Metal Gear Solid V: Ground Zeroes can be described as a meal you're too hungry to wait for, only to be disappointed with small servings on a plate that's just too big.

You've got your hype, your excitement for Metal Gear Solid V and the new advancements that go along with it, like smarter A.I, better lighting, faster, responsive and more fluid gameplay than we've ever seen yet in a Metal Gear Solid game, all the while experiencing the new cutscenes acted out by real people, with real faces. But where Ground Zeroes falters is being just as small as you were told.

In this game, you are Kiefer Sutherland's face, er, Big Boss, er, Snake! Yes, Snake, that's the one. On a quest to find some bitch that tried to steal your ride and kill your friends. You know, the one you killed last week in Peace Walker, except now she's alive again and this time you're here to save her, because reasons.
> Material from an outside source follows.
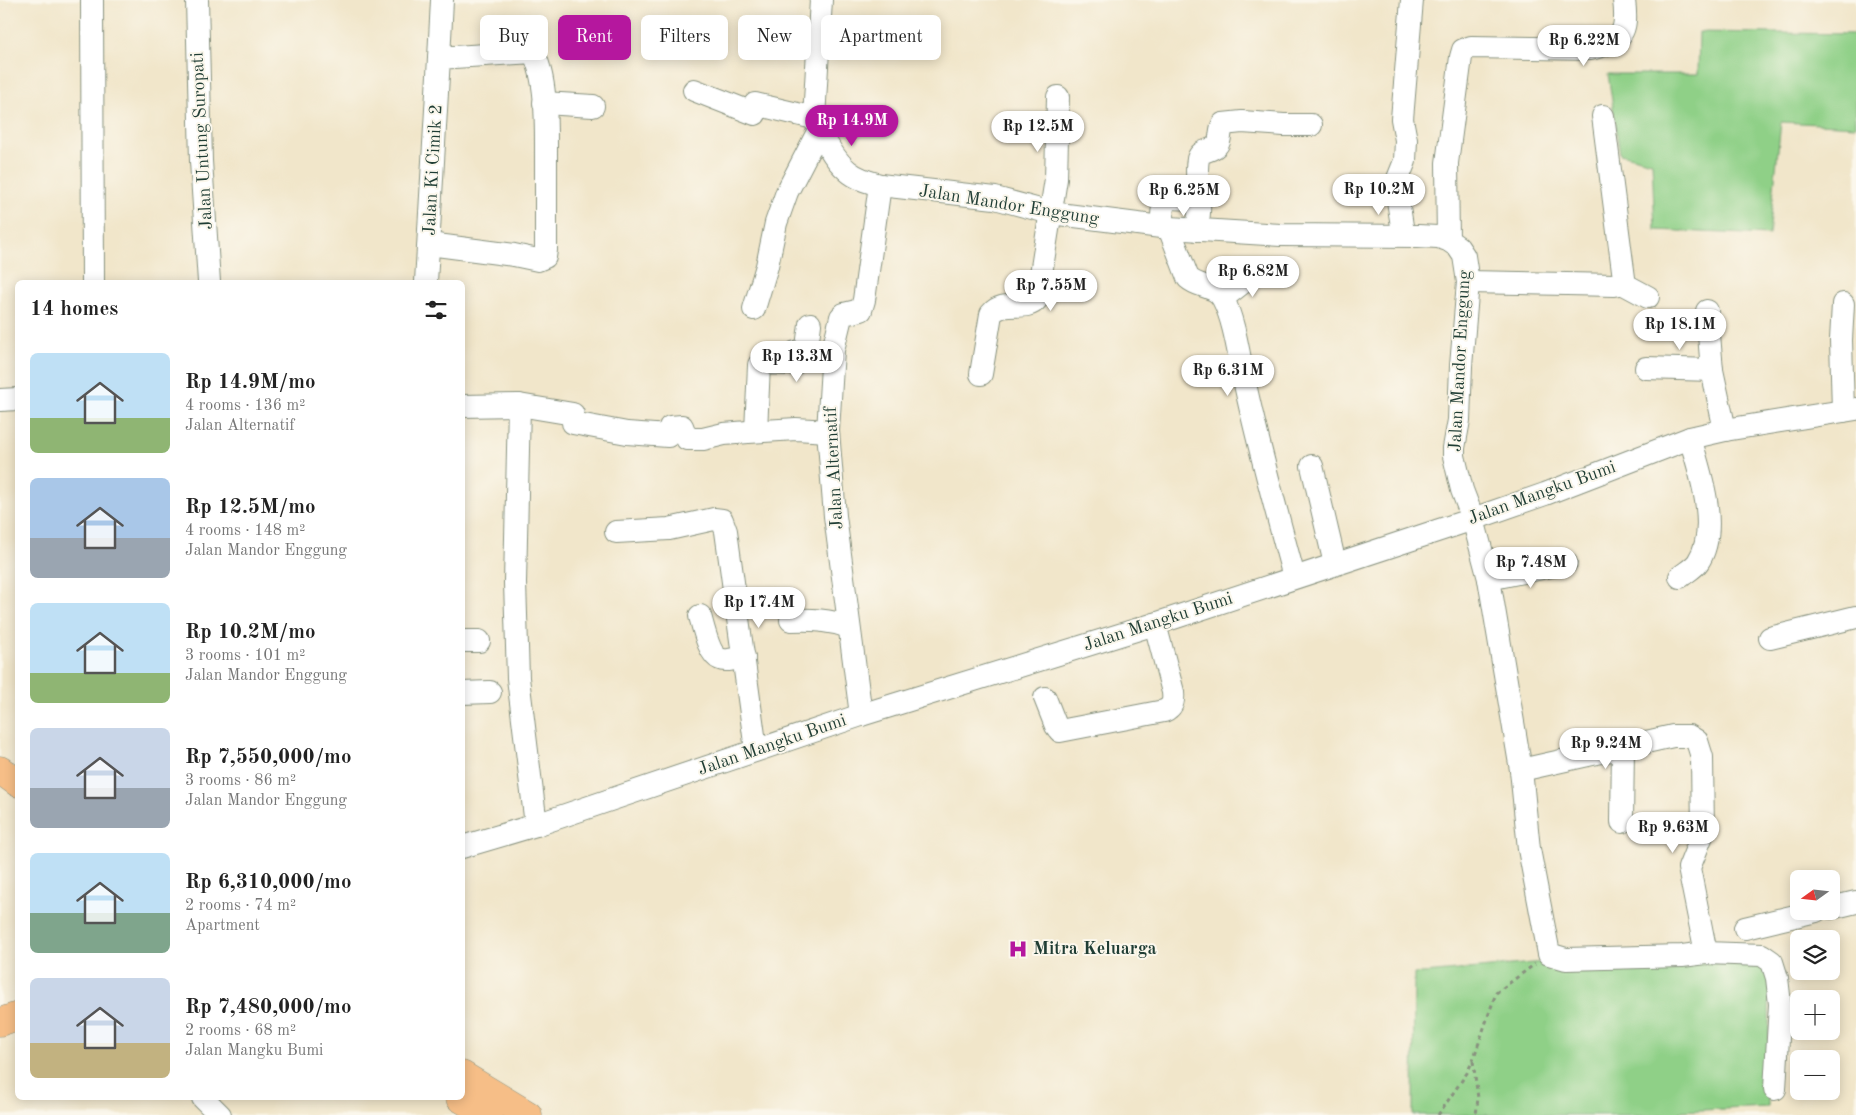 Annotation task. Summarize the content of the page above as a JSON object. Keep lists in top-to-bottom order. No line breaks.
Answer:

And also Chico, who you secretly hoped would be retconned out of existence every time he opened his stupid mouth.

The game starts and you climb a mountain because apparently that shiny new stealth helicopter we bought isn't as inconspicuous as Kiefer Sutherland climbing a mountain with the most reflective fucking uniform on the planet. I mean really, even Andy Warhol was like "What the fuck is that".

After the first cutscene, you are assaulted by a barrage of calls from Kazuhira Miller who cannot just the fuck up and let you stealth your way anywhere because apparently you are completely and utterly retarded and need to be told how to do any and every basic human function, such as breathing in and out. Thanks Kaz!

Camp Omega is short but peppered with U.S. Marines with the eyesight of a fucking Super Saiyan hubble telescope. Seriously, fucking hell. Just leave me alone and let me steal these fucking people and go home already, it's like 10:00 PM and I'm tired.

You can crouch walk, crawl, or do what I did and just sprint your way everywhere, not giving a fuck about getting caught because I'm a card carrying member of the YOLO society.

Once you kill everyone in the base and get to Chico you can call a helicopter piloted by Morpho and wait for 30 fucking minutes I mean seriously I could have driven him there by now. "Morpho", more like Motherfucker where's my helicopter!

So you put Chico in the helicopter and any other P.O.W you can find, which turns out to be a whole school bus filled with the fuckers. Seriously how many of these people can even fit in this fucking thing? You put them in and save them because you are a nice guy and go about finding Paz, who is located where the wind blows and a flag can be heard and also people walking around, according to this stupid fucking tape I have to listen to because the game can't tell me "SHE'S IN THE BIG FUCKING BUILDING OVER HERE".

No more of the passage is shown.